TASK PROMPT
Find the string "main" in the listing and report every line that has it.

DATA SHOWN
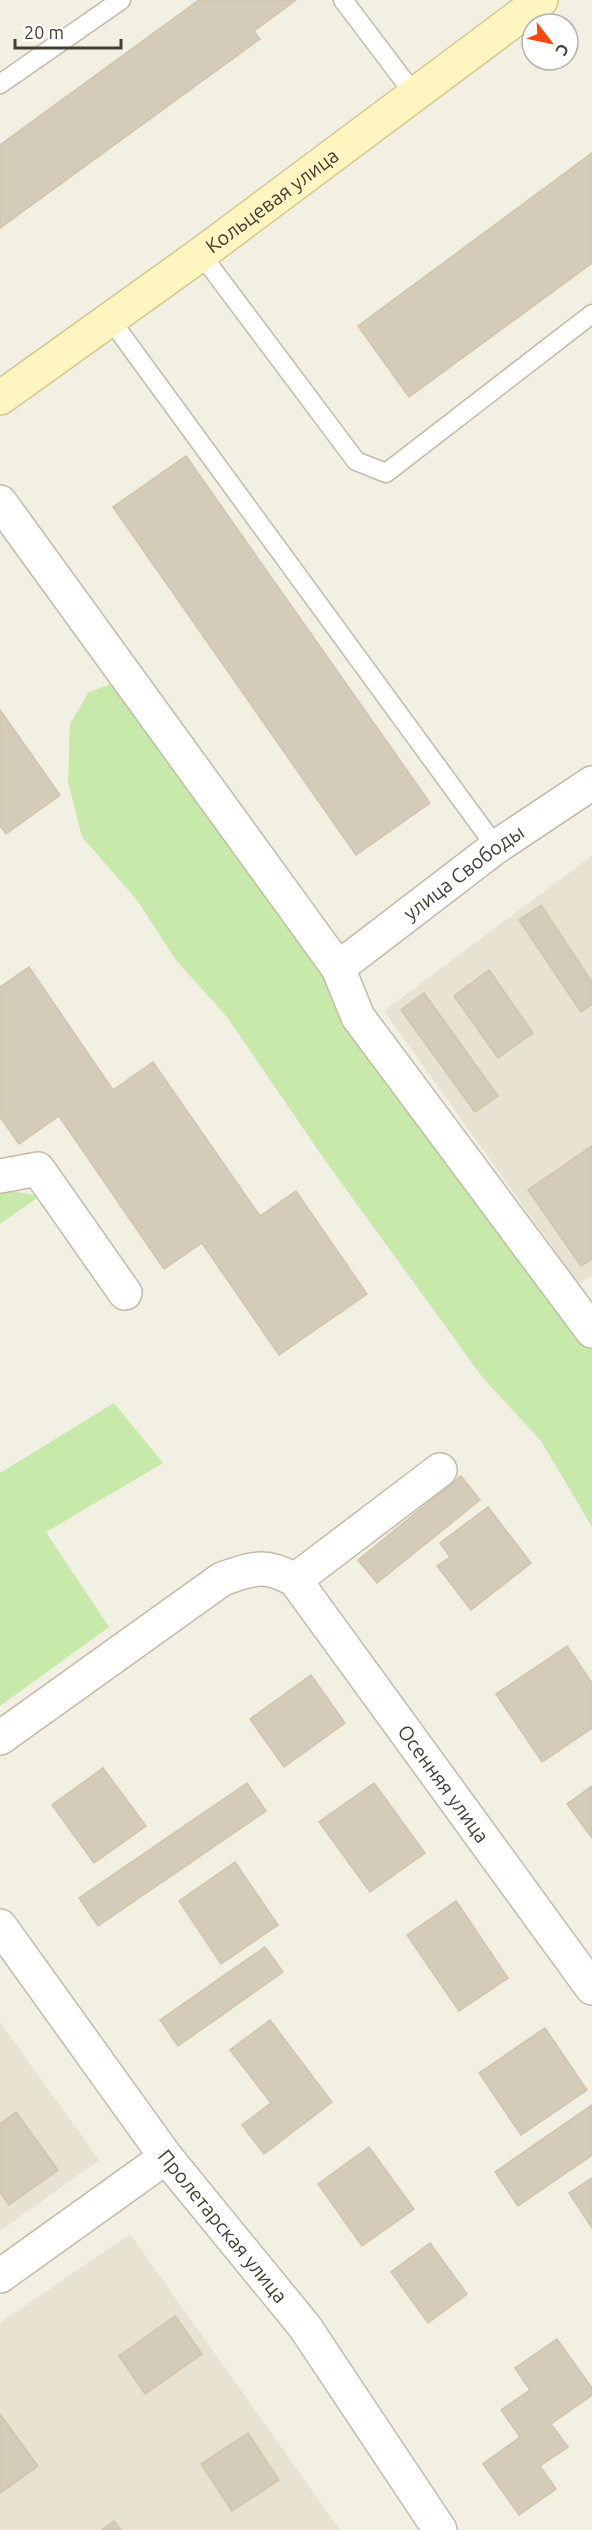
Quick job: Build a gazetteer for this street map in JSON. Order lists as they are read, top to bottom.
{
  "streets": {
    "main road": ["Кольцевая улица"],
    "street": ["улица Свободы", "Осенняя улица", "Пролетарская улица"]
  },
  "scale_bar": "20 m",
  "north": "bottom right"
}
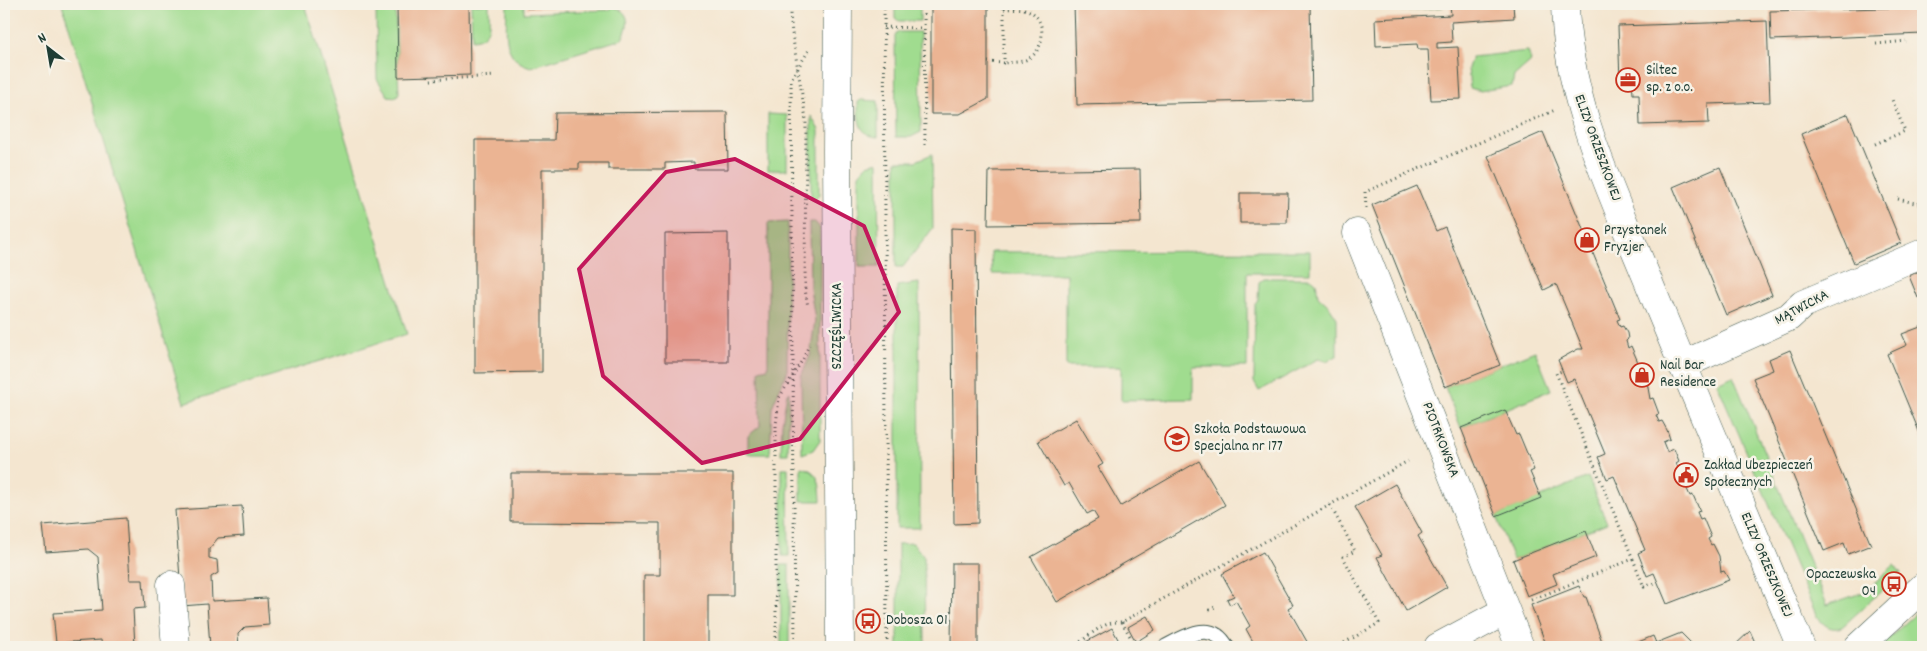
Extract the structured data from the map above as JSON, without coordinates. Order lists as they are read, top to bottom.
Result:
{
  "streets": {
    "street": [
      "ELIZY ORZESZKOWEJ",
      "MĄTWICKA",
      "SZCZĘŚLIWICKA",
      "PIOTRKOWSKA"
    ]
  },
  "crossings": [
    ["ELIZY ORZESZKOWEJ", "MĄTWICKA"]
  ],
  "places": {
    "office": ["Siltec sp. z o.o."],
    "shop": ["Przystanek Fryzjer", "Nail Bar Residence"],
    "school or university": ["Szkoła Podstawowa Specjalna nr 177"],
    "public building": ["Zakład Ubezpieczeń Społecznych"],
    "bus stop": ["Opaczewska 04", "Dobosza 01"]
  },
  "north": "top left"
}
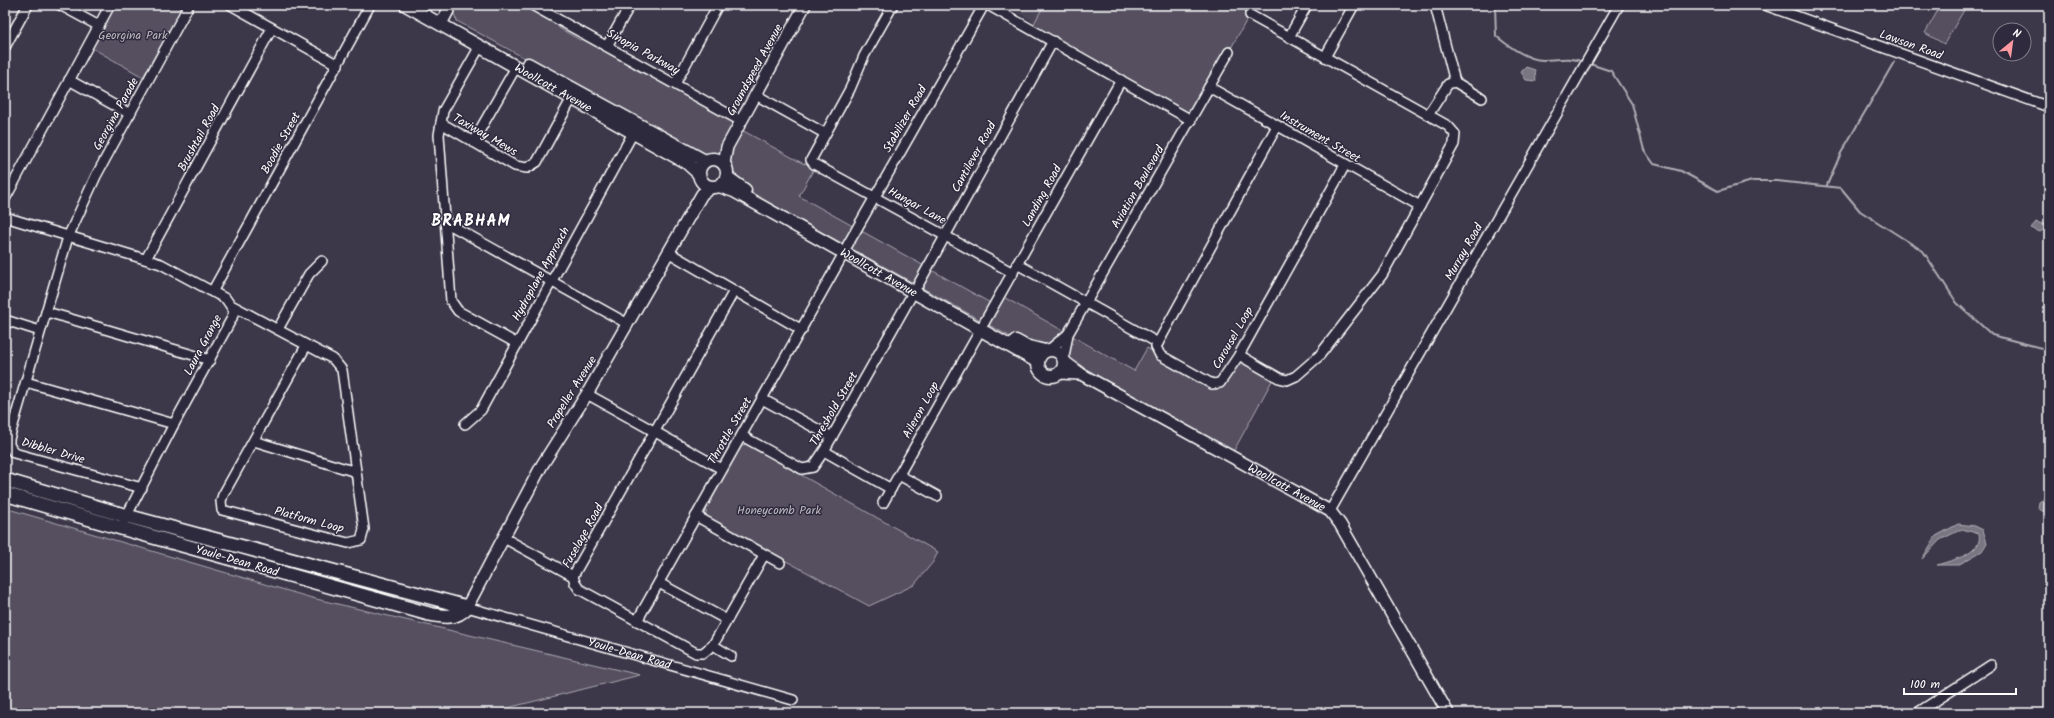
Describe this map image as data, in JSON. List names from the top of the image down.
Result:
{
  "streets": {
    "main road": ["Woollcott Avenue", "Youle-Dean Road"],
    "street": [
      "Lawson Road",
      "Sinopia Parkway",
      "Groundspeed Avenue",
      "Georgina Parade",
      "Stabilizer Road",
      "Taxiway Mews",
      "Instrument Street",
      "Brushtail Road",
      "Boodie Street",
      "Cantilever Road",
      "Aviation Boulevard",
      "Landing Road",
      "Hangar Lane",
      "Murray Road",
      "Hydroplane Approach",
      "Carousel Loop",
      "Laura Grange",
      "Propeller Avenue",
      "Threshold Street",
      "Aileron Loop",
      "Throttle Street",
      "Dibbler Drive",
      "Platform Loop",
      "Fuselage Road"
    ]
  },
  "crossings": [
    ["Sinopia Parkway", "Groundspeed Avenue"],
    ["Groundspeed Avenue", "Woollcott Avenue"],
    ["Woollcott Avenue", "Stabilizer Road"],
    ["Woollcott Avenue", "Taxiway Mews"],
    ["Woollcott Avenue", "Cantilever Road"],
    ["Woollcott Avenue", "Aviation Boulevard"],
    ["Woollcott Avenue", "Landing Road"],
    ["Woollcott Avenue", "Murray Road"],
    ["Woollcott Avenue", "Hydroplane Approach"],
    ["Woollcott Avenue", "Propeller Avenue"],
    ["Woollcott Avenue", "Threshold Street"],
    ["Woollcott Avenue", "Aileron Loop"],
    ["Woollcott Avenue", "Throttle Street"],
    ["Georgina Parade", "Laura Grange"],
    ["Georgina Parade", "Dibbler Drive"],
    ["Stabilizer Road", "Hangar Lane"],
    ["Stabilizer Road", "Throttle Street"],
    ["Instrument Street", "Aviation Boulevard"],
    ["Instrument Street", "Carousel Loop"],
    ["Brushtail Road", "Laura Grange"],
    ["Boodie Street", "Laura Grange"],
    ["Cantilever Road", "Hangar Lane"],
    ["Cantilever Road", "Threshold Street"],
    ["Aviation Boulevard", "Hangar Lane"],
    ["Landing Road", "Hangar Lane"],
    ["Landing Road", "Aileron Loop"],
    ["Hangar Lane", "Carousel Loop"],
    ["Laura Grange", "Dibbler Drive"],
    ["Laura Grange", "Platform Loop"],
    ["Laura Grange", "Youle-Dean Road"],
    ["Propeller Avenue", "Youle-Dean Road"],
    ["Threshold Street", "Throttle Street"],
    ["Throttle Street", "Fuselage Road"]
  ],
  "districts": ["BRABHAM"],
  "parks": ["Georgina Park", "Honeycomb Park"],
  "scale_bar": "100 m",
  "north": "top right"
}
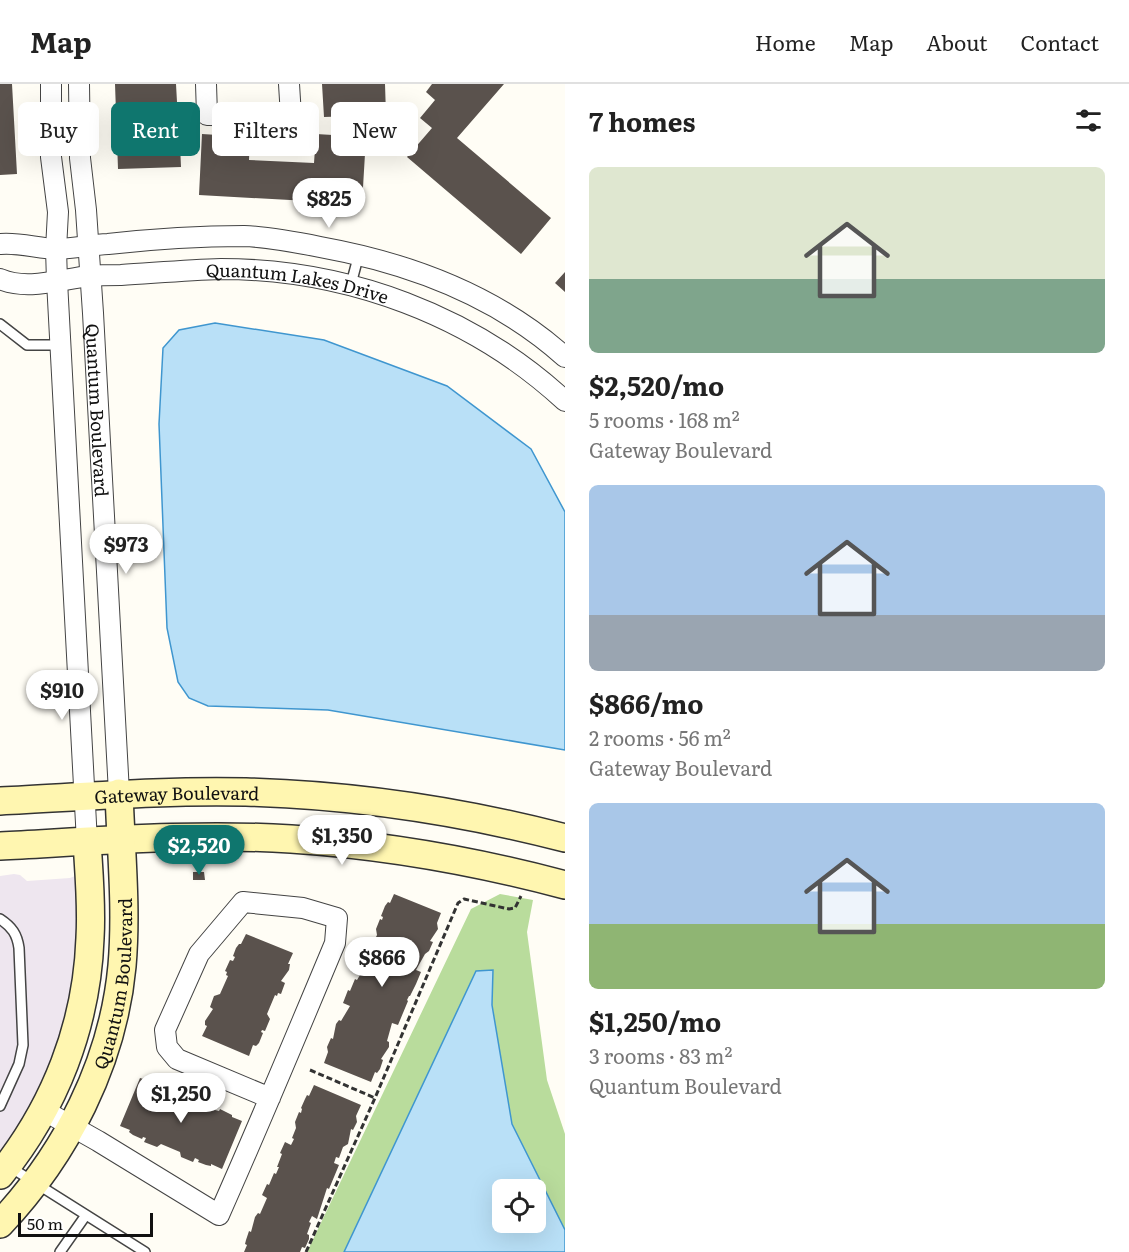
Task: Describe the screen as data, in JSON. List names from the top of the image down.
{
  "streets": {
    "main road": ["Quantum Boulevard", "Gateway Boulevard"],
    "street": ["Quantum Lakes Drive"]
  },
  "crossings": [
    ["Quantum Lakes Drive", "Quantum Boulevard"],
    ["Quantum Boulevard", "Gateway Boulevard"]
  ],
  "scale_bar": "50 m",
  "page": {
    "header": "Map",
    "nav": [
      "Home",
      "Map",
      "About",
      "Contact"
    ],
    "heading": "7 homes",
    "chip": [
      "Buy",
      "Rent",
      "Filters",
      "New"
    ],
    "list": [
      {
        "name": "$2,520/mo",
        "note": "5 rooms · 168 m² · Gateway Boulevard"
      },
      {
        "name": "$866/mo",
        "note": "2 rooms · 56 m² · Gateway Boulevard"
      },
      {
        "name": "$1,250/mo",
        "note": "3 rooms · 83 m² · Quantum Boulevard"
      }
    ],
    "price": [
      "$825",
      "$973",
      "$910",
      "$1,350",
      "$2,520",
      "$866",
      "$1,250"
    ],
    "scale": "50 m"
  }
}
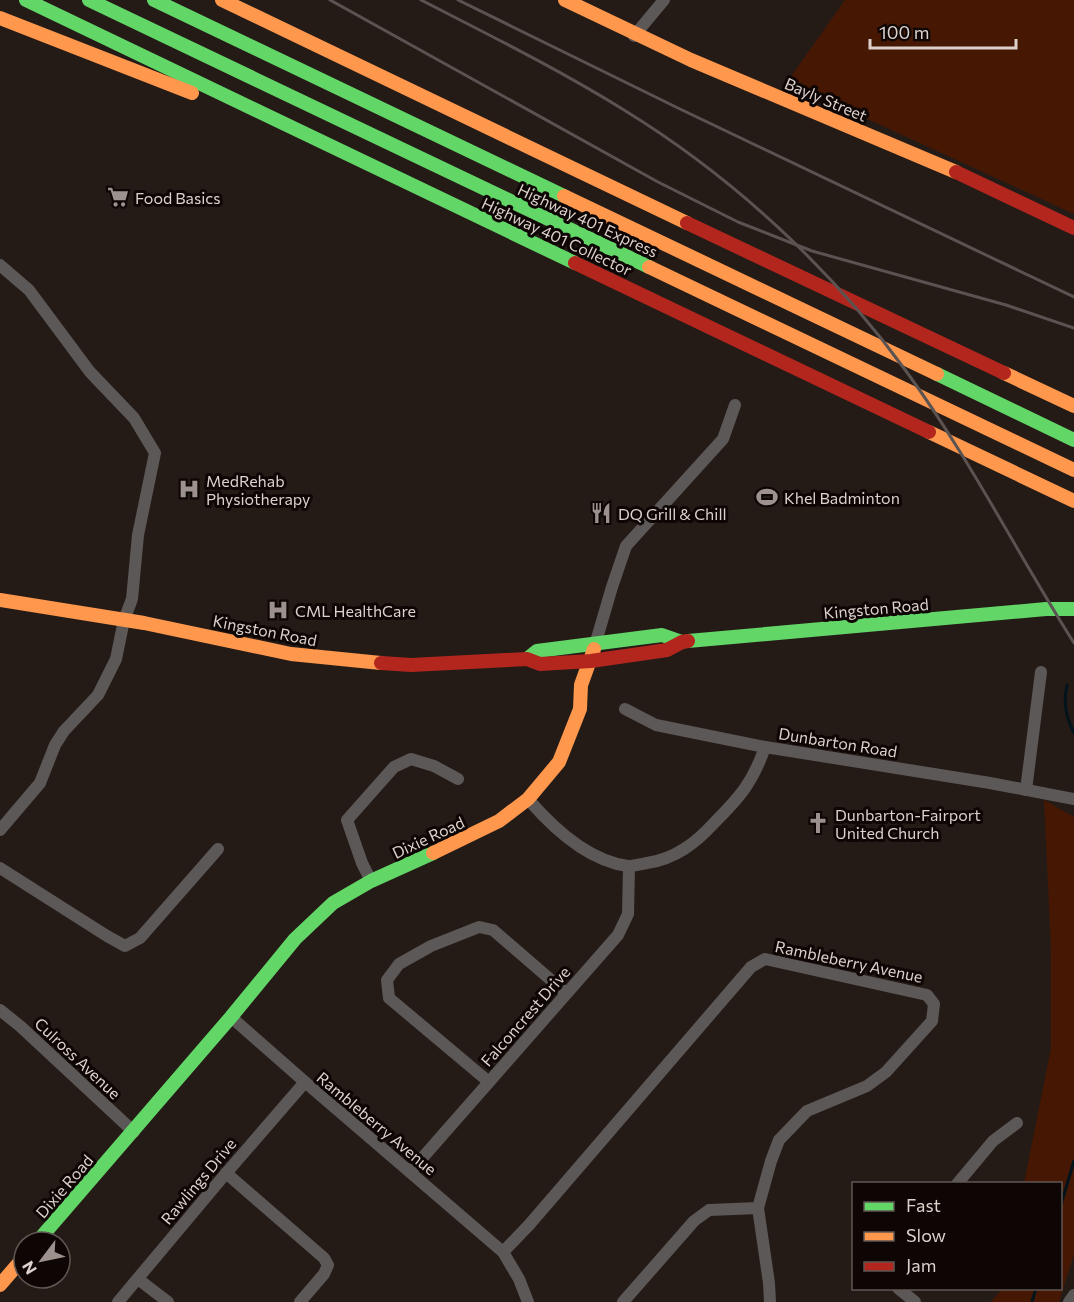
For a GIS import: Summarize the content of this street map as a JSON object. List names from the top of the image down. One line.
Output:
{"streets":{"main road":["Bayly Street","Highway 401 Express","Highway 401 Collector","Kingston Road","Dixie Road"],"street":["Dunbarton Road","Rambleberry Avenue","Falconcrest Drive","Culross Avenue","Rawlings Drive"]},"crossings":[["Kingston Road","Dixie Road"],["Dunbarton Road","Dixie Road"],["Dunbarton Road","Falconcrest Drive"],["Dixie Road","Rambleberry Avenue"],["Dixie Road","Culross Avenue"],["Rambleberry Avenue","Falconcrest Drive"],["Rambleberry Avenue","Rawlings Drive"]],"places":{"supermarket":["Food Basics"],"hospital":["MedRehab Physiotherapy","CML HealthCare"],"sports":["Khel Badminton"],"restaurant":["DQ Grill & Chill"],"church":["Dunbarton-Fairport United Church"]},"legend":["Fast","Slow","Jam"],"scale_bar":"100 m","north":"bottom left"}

RESPONSE
    "main road": ["Кольцевая улица"],
    "main road": ["Woollcott Avenue", "Youle-Dean Road"],
    "main road": ["Quantum Boulevard", "Gateway Boulevard"],
{"streets":{"main road":["Bayly Street","Highway 401 Express","Highway 401 Collector","Kingston Road","Dixie Road"],"street":["Dunbarton Road","Rambleberry Avenue","Falconcrest Drive","Culross Avenue","Rawlings Drive"]},"crossings":[["Kingston Road","Dixie Road"],["Dunbarton Road","Dixie Road"],["Dunbarton Road","Falconcrest Drive"],["Dixie Road","Rambleberry Avenue"],["Dixie Road","Culross Avenue"],["Rambleberry Avenue","Falconcrest Drive"],["Rambleberry Avenue","Rawlings Drive"]],"places":{"supermarket":["Food Basics"],"hospital":["MedRehab Physiotherapy","CML HealthCare"],"sports":["Khel Badminton"],"restaurant":["DQ Grill & Chill"],"church":["Dunbarton-Fairport United Church"]},"legend":["Fast","Slow","Jam"],"scale_bar":"100 m","north":"bottom left"}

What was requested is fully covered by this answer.